Scan the records for the line containing "Where are all"; extract it and all later lines, verbatim, through the end, and nothing before it.

Source data:
┄┄┄┄┄┄┄┄┄┄┄┄┄┄┄┄┄┄┄┄

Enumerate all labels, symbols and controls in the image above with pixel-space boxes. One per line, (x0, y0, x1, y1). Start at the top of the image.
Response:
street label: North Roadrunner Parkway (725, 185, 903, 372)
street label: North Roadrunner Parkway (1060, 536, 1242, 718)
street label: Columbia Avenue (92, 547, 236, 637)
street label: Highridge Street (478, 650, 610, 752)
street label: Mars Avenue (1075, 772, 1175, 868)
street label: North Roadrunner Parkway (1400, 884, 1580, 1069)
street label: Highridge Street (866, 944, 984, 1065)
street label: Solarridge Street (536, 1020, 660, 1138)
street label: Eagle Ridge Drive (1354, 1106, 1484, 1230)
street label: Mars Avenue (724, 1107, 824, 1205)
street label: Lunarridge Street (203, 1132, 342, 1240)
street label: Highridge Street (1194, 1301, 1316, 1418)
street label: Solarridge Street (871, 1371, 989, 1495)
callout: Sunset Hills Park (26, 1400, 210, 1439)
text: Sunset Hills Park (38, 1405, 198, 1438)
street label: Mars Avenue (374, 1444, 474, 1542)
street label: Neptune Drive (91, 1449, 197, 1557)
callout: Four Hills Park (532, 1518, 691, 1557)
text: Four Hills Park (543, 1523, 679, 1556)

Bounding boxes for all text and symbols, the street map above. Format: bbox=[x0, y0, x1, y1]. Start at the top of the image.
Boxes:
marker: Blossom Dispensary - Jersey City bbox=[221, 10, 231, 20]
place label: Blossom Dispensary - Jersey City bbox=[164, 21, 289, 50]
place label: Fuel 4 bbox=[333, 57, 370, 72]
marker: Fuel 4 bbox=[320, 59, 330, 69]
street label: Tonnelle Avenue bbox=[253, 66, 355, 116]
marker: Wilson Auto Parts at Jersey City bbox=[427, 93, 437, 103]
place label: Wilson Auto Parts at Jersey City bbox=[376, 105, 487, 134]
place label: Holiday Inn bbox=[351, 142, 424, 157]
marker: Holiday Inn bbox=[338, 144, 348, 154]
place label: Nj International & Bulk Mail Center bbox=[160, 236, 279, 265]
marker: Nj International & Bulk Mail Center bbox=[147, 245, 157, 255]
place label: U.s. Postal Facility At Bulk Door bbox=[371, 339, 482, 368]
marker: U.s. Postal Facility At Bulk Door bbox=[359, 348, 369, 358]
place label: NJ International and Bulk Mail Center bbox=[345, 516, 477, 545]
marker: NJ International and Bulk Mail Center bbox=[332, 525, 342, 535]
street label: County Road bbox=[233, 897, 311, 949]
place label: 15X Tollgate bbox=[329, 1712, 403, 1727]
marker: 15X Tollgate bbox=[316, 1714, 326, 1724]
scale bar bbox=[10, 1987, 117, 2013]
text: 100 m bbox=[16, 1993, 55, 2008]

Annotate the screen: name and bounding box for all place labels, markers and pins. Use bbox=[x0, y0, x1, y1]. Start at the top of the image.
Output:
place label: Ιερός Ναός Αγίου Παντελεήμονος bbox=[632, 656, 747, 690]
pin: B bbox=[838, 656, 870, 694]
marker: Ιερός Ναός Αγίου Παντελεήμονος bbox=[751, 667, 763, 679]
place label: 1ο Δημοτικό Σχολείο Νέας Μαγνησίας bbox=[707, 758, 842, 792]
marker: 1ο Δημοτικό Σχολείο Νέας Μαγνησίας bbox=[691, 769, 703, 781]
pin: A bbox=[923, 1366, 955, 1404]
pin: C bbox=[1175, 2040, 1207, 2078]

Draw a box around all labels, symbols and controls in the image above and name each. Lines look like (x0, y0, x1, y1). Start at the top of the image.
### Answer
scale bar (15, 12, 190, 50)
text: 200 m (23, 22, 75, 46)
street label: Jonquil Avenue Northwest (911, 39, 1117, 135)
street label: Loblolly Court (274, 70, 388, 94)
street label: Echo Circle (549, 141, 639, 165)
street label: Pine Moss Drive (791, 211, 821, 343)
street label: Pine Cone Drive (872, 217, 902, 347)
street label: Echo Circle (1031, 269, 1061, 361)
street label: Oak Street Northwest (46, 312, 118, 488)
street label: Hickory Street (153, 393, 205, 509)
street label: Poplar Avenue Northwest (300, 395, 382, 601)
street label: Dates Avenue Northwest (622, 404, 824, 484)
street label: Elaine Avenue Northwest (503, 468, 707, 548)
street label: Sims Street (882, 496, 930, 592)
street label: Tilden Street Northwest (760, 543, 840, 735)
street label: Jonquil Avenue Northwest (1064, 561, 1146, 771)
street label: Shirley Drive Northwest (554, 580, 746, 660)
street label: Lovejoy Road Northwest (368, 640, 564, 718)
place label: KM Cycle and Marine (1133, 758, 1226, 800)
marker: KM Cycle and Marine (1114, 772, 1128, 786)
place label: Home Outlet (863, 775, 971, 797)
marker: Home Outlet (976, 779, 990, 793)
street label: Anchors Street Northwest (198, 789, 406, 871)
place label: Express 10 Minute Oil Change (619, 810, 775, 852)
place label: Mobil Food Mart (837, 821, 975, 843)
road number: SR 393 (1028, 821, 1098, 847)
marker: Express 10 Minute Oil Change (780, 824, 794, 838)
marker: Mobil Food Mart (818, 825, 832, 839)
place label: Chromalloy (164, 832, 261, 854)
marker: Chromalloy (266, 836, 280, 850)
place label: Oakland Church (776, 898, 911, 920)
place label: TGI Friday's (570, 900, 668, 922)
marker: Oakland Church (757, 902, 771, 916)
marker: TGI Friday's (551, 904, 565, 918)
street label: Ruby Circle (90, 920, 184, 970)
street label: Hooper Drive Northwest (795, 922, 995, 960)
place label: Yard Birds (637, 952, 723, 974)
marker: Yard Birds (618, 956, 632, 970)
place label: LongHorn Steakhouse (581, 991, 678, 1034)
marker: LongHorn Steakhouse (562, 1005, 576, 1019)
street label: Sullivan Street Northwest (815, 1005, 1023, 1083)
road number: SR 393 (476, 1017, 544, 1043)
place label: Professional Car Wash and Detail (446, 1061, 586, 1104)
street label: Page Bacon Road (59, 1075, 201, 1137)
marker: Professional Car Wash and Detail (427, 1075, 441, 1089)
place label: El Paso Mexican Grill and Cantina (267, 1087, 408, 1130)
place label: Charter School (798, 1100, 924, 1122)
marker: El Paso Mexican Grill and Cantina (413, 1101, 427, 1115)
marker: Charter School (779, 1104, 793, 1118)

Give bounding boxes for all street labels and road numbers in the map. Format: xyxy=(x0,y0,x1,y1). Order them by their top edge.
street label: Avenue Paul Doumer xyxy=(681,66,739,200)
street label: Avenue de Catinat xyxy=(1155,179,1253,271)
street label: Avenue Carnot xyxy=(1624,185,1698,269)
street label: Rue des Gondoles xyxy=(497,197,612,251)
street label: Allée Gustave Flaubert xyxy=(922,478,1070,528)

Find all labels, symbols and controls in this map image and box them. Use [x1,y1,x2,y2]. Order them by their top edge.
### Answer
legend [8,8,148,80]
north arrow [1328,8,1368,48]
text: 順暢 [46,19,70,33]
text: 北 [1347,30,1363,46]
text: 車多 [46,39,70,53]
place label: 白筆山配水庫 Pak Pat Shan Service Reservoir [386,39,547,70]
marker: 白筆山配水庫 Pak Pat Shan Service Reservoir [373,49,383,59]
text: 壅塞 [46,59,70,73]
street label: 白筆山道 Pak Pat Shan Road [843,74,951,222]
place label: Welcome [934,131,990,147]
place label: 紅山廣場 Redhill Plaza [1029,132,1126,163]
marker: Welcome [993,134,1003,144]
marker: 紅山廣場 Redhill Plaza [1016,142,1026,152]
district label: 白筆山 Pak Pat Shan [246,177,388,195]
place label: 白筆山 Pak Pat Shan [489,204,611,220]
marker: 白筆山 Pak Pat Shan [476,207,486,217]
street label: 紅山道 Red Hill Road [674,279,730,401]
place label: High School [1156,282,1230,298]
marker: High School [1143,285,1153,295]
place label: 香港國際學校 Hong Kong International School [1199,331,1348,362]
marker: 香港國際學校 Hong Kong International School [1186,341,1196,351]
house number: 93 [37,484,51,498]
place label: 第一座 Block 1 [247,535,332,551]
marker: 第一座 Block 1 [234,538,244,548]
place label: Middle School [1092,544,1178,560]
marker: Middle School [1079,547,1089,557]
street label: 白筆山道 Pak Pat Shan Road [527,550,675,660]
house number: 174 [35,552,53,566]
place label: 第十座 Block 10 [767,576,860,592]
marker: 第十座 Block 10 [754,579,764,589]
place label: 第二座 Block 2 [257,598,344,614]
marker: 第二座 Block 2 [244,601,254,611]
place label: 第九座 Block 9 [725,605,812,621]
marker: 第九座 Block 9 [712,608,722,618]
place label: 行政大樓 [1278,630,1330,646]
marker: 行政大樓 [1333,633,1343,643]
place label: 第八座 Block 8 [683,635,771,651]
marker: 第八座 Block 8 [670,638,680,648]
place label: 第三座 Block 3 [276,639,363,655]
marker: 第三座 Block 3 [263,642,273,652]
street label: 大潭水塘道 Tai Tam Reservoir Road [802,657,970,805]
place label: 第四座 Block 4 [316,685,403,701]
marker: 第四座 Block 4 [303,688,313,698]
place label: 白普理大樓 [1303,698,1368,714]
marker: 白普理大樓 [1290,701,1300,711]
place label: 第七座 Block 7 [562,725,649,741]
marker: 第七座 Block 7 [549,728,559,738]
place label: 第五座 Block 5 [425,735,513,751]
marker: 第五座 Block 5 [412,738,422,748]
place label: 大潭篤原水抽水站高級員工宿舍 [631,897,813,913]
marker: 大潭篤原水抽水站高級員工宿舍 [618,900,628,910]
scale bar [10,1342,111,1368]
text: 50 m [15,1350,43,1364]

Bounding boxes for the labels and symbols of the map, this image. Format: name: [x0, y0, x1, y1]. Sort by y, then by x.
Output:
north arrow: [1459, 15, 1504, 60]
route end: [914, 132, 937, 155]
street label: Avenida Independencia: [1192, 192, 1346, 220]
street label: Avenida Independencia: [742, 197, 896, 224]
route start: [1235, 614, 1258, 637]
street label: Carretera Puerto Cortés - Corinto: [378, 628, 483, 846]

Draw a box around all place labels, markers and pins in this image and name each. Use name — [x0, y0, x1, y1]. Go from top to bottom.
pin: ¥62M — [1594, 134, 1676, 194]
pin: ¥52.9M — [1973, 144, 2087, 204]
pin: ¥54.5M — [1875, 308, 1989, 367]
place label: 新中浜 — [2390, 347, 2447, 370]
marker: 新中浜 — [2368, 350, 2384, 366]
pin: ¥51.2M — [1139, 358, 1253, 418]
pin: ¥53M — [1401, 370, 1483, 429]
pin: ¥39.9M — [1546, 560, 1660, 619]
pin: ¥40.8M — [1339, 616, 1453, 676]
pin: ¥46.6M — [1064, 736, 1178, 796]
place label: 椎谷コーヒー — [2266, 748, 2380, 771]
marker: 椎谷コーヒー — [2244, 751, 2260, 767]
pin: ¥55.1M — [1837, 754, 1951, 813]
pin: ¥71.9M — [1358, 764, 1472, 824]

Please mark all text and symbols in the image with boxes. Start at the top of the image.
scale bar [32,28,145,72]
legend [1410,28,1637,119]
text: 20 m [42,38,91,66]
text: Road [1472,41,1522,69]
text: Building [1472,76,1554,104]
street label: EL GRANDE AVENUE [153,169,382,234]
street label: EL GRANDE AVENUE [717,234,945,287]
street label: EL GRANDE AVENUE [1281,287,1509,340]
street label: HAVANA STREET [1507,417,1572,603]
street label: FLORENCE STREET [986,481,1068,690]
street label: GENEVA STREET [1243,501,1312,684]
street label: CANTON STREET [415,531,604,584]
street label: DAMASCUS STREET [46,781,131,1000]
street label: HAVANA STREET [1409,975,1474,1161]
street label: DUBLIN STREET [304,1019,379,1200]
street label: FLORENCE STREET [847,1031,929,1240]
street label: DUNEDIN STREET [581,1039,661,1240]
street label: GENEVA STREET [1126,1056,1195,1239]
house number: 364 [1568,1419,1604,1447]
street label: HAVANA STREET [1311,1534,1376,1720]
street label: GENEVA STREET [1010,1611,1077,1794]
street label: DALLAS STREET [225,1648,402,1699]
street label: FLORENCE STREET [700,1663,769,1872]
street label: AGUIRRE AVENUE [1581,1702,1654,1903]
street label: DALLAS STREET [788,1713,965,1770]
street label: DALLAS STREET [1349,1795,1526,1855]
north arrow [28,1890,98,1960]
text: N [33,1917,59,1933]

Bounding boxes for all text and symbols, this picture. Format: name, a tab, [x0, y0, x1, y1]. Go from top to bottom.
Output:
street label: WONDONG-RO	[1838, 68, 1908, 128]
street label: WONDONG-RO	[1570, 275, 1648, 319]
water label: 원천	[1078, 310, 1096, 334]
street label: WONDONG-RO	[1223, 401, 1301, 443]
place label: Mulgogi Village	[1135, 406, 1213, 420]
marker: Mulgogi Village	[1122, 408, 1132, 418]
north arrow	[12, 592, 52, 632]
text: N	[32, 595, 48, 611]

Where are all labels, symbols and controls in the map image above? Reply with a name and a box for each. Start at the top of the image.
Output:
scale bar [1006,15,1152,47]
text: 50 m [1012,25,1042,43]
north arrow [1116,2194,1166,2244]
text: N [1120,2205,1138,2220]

┄┄┄┄┄┄┄┄┄┄┄┄┄┄┄┄┄┄┄┄

● **Answer for this exercise**
Where are all labels, symbols and controls in the map image above? Reply with a name and a box for each. Start at the top of the image.
Output:
scale bar [1006,15,1152,47]
text: 50 m [1012,25,1042,43]
north arrow [1116,2194,1166,2244]
text: N [1120,2205,1138,2220]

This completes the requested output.